Ребенок проснулся и теперь взобрался Айрин на руки. От его густых волос приятно пахло благовониями. Крошечные пальчики исследовали ее нос.
— Нельзя, например, бросить ребенка,— сказала Айрин.
— Мужчины это делают постоянно.
— Но женщины не бросают, потому что не хотят поступать, как мужчины.
— А мужчины бросают, потому что не хотят поступать, как женщины, эта половина рода человеческого никогда не понимала, что тоже имеет право выбирать.
— Но кто же позаботится о детях?
— Кто-нибудь да позаботится,— ответила Анастасия.— А может, и никто.— И она в упор взглянула на Айрин.— Но так или иначе — безразлично.— И она пожала плечами.— Вот в чем суть дела.
В комнату вошла мать ребенка, розовая и пухлая, как новое махровое полотенце. Ее голубые глаза были какой-то странной, стреловидной формы.
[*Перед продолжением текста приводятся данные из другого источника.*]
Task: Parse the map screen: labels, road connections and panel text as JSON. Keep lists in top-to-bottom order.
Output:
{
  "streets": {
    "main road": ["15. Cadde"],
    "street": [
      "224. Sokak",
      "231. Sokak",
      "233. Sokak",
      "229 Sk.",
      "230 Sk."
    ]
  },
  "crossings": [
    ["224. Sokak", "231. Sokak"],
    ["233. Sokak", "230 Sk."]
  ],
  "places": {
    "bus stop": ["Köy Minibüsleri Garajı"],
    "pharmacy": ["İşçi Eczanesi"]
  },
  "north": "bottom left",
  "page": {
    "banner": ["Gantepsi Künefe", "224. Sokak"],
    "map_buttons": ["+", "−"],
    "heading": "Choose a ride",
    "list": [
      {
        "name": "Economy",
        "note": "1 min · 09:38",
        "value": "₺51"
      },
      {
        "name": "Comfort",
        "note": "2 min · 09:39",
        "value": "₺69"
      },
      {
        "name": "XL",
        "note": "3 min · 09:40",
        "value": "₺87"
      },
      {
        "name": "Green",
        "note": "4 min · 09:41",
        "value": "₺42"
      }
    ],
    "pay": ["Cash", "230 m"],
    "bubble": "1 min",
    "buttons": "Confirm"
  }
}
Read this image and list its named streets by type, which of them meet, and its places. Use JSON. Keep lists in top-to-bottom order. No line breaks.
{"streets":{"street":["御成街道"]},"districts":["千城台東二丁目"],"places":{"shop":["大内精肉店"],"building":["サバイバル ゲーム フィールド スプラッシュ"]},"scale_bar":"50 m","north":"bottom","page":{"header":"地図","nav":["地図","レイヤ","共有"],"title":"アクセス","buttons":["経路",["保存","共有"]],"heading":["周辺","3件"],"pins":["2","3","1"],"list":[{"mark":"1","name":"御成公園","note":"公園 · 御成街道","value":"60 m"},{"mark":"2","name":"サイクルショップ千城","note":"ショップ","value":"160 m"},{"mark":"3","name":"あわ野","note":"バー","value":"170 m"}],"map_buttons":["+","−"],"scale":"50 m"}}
Речь изобличала совершенную преданность духовным поискам, отчего жесткое нью-йоркское произношение словно тонуло в патоке сладкоречия, так что ушам было тошно.
— Красивое у вас дитя,— сказала Айрин, ощипывая гроздь винограда и попеременно суя в рот ягоды то себе, то ребенку.
— Спасибо,— проворковала мать,— но мы собираемся отдать ее Анастасии. Она так ее любит, она мамочка просто чудная. А мы уезжаем в Южную Америку.
— Когда? — спросила Айрин.
Женщина пожала плечами:
— Да как-нибудь.
— Вам тяжело было решиться на этот шаг? — поинтересовалась Айрин.
— Источник учит, что дети принадлежат всем и каждому, всему миру.